# RAG and LLM layer

The RAG layer starts after retrieval.

Its job is to turn retrieved sources into a grounded answer.

## Relevant files

```text
src/docask/rag/prompting.py
src/docask/rag/extractive_answerer.py
src/docask/rag/answering.py
src/docask/rag/llm_provider.py
src/docask/rag/llm_factory.py
src/docask/rag/qwen_provider.py
```

## Prompting

File:

```text
src/docask/rag/prompting.py
```

This module formats retrieved sources into a prompt.

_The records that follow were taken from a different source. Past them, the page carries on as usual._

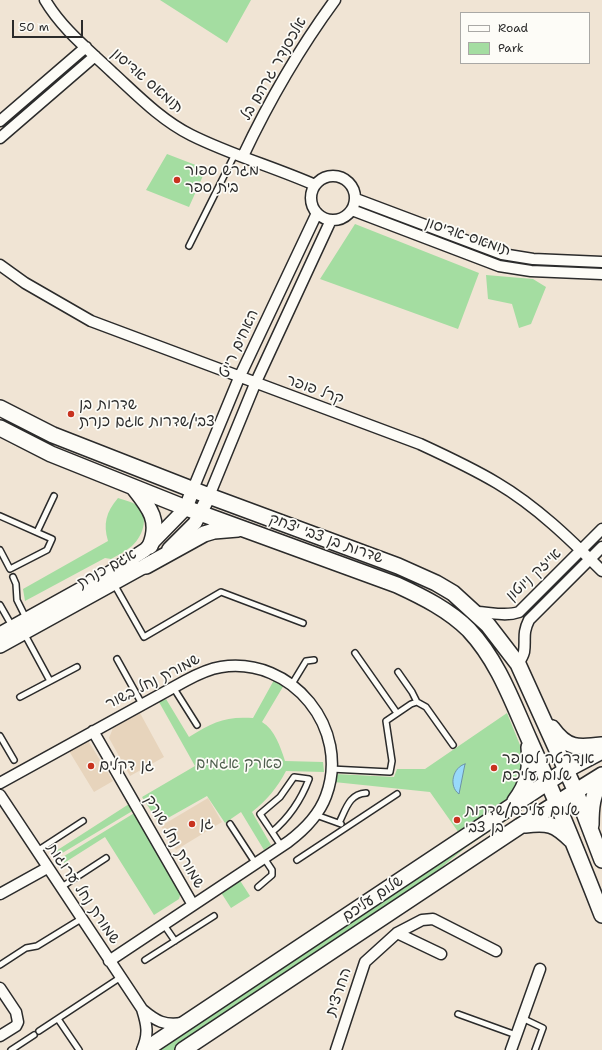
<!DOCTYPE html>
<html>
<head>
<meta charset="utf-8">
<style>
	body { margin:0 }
	#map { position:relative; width:602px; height:1050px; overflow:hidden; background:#f0e4d4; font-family:"Shantell Sans",sans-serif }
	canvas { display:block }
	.legend { position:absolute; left:460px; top:12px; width:130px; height:52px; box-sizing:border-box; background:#fdfcf7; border:1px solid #a9a8a5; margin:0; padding:5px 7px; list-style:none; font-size:12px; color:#2b2b2b }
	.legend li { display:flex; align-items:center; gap:8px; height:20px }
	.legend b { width:20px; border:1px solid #a9a8a5 }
	.scale { position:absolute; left:12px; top:20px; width:71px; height:18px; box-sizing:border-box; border:2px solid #2b2b2b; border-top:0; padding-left:5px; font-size:12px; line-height:14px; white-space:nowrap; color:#2b2b2b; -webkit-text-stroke:3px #fdfcf7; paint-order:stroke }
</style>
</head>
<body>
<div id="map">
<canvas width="602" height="1050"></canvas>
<ul class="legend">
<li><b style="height:5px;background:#fdfcf7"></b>Road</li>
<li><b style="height:11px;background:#a4dda1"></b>Park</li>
</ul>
<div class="scale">50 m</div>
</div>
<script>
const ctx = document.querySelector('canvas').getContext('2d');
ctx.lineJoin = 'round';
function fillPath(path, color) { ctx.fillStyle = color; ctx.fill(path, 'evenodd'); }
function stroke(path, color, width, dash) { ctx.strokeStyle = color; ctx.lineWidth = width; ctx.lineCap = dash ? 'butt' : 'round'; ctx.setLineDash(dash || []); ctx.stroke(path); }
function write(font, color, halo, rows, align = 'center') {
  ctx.font = font + ' "Shantell Sans","Playpen Sans Hebrew",sans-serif'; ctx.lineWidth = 3.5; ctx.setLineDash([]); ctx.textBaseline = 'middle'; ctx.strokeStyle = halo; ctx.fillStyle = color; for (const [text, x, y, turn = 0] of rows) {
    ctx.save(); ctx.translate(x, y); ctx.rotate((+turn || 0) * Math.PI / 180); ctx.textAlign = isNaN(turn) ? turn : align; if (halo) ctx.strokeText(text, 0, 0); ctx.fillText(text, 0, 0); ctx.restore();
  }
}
fillPath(new Path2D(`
	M140 713 164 757 130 776 109 738 113 728Z
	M87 739 113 781 94 792 69 751Z
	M208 798 222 822 176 850 161 826Z`), '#e7d4bc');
fillPath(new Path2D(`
	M160 0H251L227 43Z
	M167 154 206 169 189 207 146 190Z
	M355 224 479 273 458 329 320 279Z
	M486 275 533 279 546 287 531 324 519 328 512 304 488 299Z
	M118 498C123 500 129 501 133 503 151 513 144 535 132 546 126 551 118 555 111 559L105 558 25 601 23 589 108 541C103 524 106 512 118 498Z
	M274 680 284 685 262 722C275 730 280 746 285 761L323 762 324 772 286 771C277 788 267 800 252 812L271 845 264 850 241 812 225 823 207 796 159 823 142 797 195 766 159 702 166 699 189 737C213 722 225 716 253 718Z
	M507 713 522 750 523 779 506 802 459 833 430 792 334 782 335 774 394 777 397 769H425Z
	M539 793 541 797 465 848 407 896 174 1050H155Z
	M129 804 134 810 59 855 56 851Z
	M136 812 182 888 179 899 154 915 105 837 64 863 61 858Z
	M239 879 250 896 231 908 220 891Z`), '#a4dda1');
const water = new Path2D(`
	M465 764 459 794C448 786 453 767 465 764Z`);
fillPath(water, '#98d9fa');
stroke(water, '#6c93a7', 1);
const service = new Path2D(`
	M189 246 235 154
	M0 516 52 539 47 550 10 569 0 550
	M37 532 54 496
	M13 577 16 584 17 600 26 618
	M114 584 144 637 221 592 303 623
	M0 605 12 626
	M24 633 50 681
	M355 653 397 713
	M117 659 142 704
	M398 672 412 692 417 702
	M292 684 306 661 314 660
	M173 687 197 725
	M20 697 77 667
	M0 736 14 760
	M331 769 390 772 392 761 386 721 411 704 417 702 426 707 453 745
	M316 815 341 824
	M339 823C346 809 349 794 366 793
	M230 824 256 864
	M272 832C290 817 301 800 309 779L294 777 280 797 260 814 282 847
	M37 851 83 821
	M297 860 397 794
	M258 887 272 875V870L264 858
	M60 888 106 858
	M164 925 175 941
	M145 960 214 916
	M0 965 26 948 37 946 81 919
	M458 1014 516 1035
	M522 1018 543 1028 535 1050
	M58 1019 79 1050
	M39 1031 121 977
	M11 1050 34 1035`);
const minor = new Path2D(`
	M45 0C62 29 89 50 113 73 137 95 161 120 191 135 231 155 274 167 315 185
	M0 121 86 47
	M0 138 95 56
	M243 156C269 101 299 49 335 0
	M311 198a22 22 0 1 1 44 0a22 22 0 1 1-44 0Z
	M356 199 502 254 533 259 602 262
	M352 210 499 266 531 271 602 274
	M0 265 25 283 91 321 420 444C446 456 472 468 497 483 536 506 570 539 602 571
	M193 489 239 378 317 213
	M209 496 255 384 331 220
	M476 612C490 612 505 617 519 612L602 529
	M518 664C520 661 523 656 524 652 526 639 522 634 529 620L602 547
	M93 731 193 905
	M0 783 185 681C196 675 208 669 221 667 292 656 351 729 326 796 319 815 304 830 288 842L109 961
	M0 795 142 1009C147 1025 149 1034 142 1050
	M0 894 47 868
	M397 933 441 954
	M0 988 16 1012 18 1022 16 1026 0 1036
	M143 1010C156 1021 165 1026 182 1023
	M336 1050 365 962 397 933 422 920 433 919 496 951
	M511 1050 540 969`);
const tertiary = new Path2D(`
	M169 549 195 523 209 496
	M0 634 108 574 145 550 186 508 193 489
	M0 646 154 561`);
const secondary = new Path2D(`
	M0 408 53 435 209 496 398 566 436 583 453 593 488 625 518 664 576 792 602 860
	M0 428 51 454 186 508 397 585C423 597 449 610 469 630 498 661 512 701 529 739 555 797 579 856 602 915
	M134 488C149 507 161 521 150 546
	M146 566 204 534 214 531 238 529
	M552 728C567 749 578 748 602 745
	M515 801C528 784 531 769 529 747
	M525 825C548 822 555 824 571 840
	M591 825C591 808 592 794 602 780
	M145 1050 566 770 602 751
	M183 1050 520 826 602 775`);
stroke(service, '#2b2b2b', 8);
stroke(minor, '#2b2b2b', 13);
stroke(tertiary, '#2b2b2b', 16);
stroke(secondary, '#2b2b2b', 18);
stroke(service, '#fdfcf7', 5);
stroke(minor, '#fdfcf7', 10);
stroke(tertiary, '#fdfcf7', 13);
stroke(secondary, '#fdfcf7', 15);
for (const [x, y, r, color] of [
	[177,180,4,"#c8321e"],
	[71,414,4,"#c8321e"],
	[91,766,4,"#c8321e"],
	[494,768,4,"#c8321e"],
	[457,820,4,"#c8321e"],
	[192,824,4,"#c8321e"]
]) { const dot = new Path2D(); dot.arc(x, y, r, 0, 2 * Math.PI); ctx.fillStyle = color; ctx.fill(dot); stroke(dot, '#fdfcf7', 1.5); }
write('15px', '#2b2b2b', '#fdfcf7', [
	["אלכסנדר גרהם בל",274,69,-60],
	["תומאס אדיסון",147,81,41],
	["תומאס אדיסון",468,237,19],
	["האחים רייט",239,344,-65],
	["קרל פופר",315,390,20],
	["שדרות בן צבי יצחק",326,539,20],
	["אגם כנרת",107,569,-29],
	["אייזק ניוטון",534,575,-43],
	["שמורת נחל בשור",153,682,-27],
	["שמורת נחל שורק",174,842,60],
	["שמורת נחל ערוגות",83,894,56],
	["שלום עליכם",373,899,-34],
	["החרצית",339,992,-71]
]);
write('15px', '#2b2b2b', '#fdfcf7', [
	["מגרש ספור",185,171],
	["בית ספר",185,188],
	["שדרות בן",79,405],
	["צבי/שדרות אגם כנרת",79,422],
	["אנדרטה לסופר",502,759],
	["שלום עליכם",502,776],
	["גן דקלים",99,766],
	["שלום עליכם/שדרות",465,811],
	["בן צבי",465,828],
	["גן",200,824]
], 'left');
write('15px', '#4f604e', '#fdfcf7', [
	["פארק אגמים",239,764]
]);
</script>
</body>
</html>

The prompt instructs the LLM to:

- answer only from the provided sources;
- cite sources inline with `[Source 1]`, `[Source 2]`, etc.;
- avoid inventing commands, paths, APIs, modules, or configuration keys;
- avoid interpreting configuration values unless the sources explain them;
- say when the sources are insufficient.

Debug command:

```bash
PYTHONPATH=src python scripts/debug_prompting.py \
  "How do I configure indexing?" \
  --backend simple \
  --corpus-path data/projects/mmore/corpus.jsonl \
  --config-path configs/app_config.yaml
```

## LLM providers

DocAsk uses a provider interface:

```text
src/docask/rag/llm_provider.py
```

The active provider is selected from:

```text
configs/app_config.yaml
```

Example:

```yaml
llm:
  provider: qwen
  model_name: Qwen/Qwen3-1.7B
  max_new_tokens: 512
  temperature: 0.0
  enable_thinking: false
```

The Qwen provider uses Hugging Face Transformers.

## High-level answering helpers

File:

```text
src/docask/rag/answering.py
```

This module exposes:

```python
prepare_answer_prompt(...)
answer_question(...)
answer_question_with_llm(...)
answer_question_with_provider(...)
```

Current flow:

```text
question
→ project profile query expansion
→ retrieval
→ project profile filtering/reranking
→ optional project profile direct answer
→ prompt construction
→ LLM generation
```

## Direct answers from project profiles

Some structured questions are better answered deterministically than by an LLM.

For example, the MMORE profile can answer Milvus parameter questions directly. This avoids returning unrelated fields such as `model_name`, `top_k`, or `max_workers` when the user asks specifically for Milvus parameters.

## Temporary extractive answerer

File:

```text
src/docask/rag/extractive_answerer.py
```

This remains available when LLM generation is disabled.

It:

- takes the top retrieved source;
- returns its content;
- has a small special case for signature questions.

Command:

```bash
PYTHONPATH=src python scripts/answer_question.py \
  "How do I configure indexing?" \
  --backend simple
```

## LLM answer generation

LLM generation can be enabled with:

```bash
PYTHONPATH=src python scripts/answer_question.py \
  "How do I configure indexing?" \
  --llm \
  --backend simple \
  --corpus-path data/projects/mmore/corpus.jsonl \
  --config-path configs/app_config.yaml
```

The expected answer includes inline source citations.